→ TASK PROMPT:
Exactly reproduce each of the entries shown below.

Data extracted from a collection:
====================
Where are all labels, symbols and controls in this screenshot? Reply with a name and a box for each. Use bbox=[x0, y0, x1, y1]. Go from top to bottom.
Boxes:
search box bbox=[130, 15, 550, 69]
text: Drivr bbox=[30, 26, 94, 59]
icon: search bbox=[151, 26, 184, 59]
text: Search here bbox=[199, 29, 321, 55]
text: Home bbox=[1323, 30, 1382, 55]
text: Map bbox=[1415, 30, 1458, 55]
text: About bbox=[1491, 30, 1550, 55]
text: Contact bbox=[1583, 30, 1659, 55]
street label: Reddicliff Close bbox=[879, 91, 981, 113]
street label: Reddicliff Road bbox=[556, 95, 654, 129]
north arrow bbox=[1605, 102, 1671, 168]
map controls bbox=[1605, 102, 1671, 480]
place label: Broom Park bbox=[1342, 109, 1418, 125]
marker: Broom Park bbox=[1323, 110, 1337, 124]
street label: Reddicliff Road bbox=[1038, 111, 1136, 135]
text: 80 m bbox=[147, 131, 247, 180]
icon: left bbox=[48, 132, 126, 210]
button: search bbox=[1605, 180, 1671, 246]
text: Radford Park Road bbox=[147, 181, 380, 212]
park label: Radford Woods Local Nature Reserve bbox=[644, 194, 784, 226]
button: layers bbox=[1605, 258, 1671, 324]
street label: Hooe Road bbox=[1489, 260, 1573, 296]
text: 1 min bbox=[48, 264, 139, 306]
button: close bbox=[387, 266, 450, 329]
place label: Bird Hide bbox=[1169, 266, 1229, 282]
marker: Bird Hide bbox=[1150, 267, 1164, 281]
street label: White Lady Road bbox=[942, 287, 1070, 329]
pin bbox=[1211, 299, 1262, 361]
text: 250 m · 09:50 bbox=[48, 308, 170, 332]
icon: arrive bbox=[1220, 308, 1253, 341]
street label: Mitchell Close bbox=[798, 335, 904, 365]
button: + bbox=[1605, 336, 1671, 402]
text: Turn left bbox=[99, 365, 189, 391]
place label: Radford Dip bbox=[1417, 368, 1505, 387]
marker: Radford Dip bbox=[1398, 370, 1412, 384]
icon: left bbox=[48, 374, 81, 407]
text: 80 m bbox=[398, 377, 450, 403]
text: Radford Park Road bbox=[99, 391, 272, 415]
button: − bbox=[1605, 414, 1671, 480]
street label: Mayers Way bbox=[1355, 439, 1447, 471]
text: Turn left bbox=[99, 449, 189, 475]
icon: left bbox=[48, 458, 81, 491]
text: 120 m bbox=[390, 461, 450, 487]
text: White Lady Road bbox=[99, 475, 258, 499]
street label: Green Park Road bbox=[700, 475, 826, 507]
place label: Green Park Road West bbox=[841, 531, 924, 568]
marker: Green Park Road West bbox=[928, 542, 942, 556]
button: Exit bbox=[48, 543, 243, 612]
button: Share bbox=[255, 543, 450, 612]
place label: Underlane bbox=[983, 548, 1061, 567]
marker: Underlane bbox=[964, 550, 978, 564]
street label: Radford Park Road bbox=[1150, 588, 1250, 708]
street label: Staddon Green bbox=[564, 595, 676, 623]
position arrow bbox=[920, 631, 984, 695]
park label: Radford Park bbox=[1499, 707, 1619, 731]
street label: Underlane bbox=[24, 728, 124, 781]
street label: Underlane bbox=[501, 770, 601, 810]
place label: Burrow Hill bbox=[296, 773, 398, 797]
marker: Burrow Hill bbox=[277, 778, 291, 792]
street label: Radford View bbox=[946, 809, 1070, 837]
====================
→ REPLY TO THE EXERCISE:
Where are all labels, symbols and controls in this screenshot? Reply with a name and a box for each. Use bbox=[x0, y0, x1, y1]. Go from top to bottom.
Boxes:
search box bbox=[130, 15, 550, 69]
text: Drivr bbox=[30, 26, 94, 59]
icon: search bbox=[151, 26, 184, 59]
text: Search here bbox=[199, 29, 321, 55]
text: Home bbox=[1323, 30, 1382, 55]
text: Map bbox=[1415, 30, 1458, 55]
text: About bbox=[1491, 30, 1550, 55]
text: Contact bbox=[1583, 30, 1659, 55]
street label: Reddicliff Close bbox=[879, 91, 981, 113]
street label: Reddicliff Road bbox=[556, 95, 654, 129]
north arrow bbox=[1605, 102, 1671, 168]
map controls bbox=[1605, 102, 1671, 480]
place label: Broom Park bbox=[1342, 109, 1418, 125]
marker: Broom Park bbox=[1323, 110, 1337, 124]
street label: Reddicliff Road bbox=[1038, 111, 1136, 135]
text: 80 m bbox=[147, 131, 247, 180]
icon: left bbox=[48, 132, 126, 210]
button: search bbox=[1605, 180, 1671, 246]
text: Radford Park Road bbox=[147, 181, 380, 212]
park label: Radford Woods Local Nature Reserve bbox=[644, 194, 784, 226]
button: layers bbox=[1605, 258, 1671, 324]
street label: Hooe Road bbox=[1489, 260, 1573, 296]
text: 1 min bbox=[48, 264, 139, 306]
button: close bbox=[387, 266, 450, 329]
place label: Bird Hide bbox=[1169, 266, 1229, 282]
marker: Bird Hide bbox=[1150, 267, 1164, 281]
street label: White Lady Road bbox=[942, 287, 1070, 329]
pin bbox=[1211, 299, 1262, 361]
text: 250 m · 09:50 bbox=[48, 308, 170, 332]
icon: arrive bbox=[1220, 308, 1253, 341]
street label: Mitchell Close bbox=[798, 335, 904, 365]
button: + bbox=[1605, 336, 1671, 402]
text: Turn left bbox=[99, 365, 189, 391]
place label: Radford Dip bbox=[1417, 368, 1505, 387]
marker: Radford Dip bbox=[1398, 370, 1412, 384]
icon: left bbox=[48, 374, 81, 407]
text: 80 m bbox=[398, 377, 450, 403]
text: Radford Park Road bbox=[99, 391, 272, 415]
button: − bbox=[1605, 414, 1671, 480]
street label: Mayers Way bbox=[1355, 439, 1447, 471]
text: Turn left bbox=[99, 449, 189, 475]
icon: left bbox=[48, 458, 81, 491]
text: 120 m bbox=[390, 461, 450, 487]
text: White Lady Road bbox=[99, 475, 258, 499]
street label: Green Park Road bbox=[700, 475, 826, 507]
place label: Green Park Road West bbox=[841, 531, 924, 568]
marker: Green Park Road West bbox=[928, 542, 942, 556]
button: Exit bbox=[48, 543, 243, 612]
button: Share bbox=[255, 543, 450, 612]
place label: Underlane bbox=[983, 548, 1061, 567]
marker: Underlane bbox=[964, 550, 978, 564]
street label: Radford Park Road bbox=[1150, 588, 1250, 708]
street label: Staddon Green bbox=[564, 595, 676, 623]
position arrow bbox=[920, 631, 984, 695]
park label: Radford Park bbox=[1499, 707, 1619, 731]
street label: Underlane bbox=[24, 728, 124, 781]
street label: Underlane bbox=[501, 770, 601, 810]
place label: Burrow Hill bbox=[296, 773, 398, 797]
marker: Burrow Hill bbox=[277, 778, 291, 792]
street label: Radford View bbox=[946, 809, 1070, 837]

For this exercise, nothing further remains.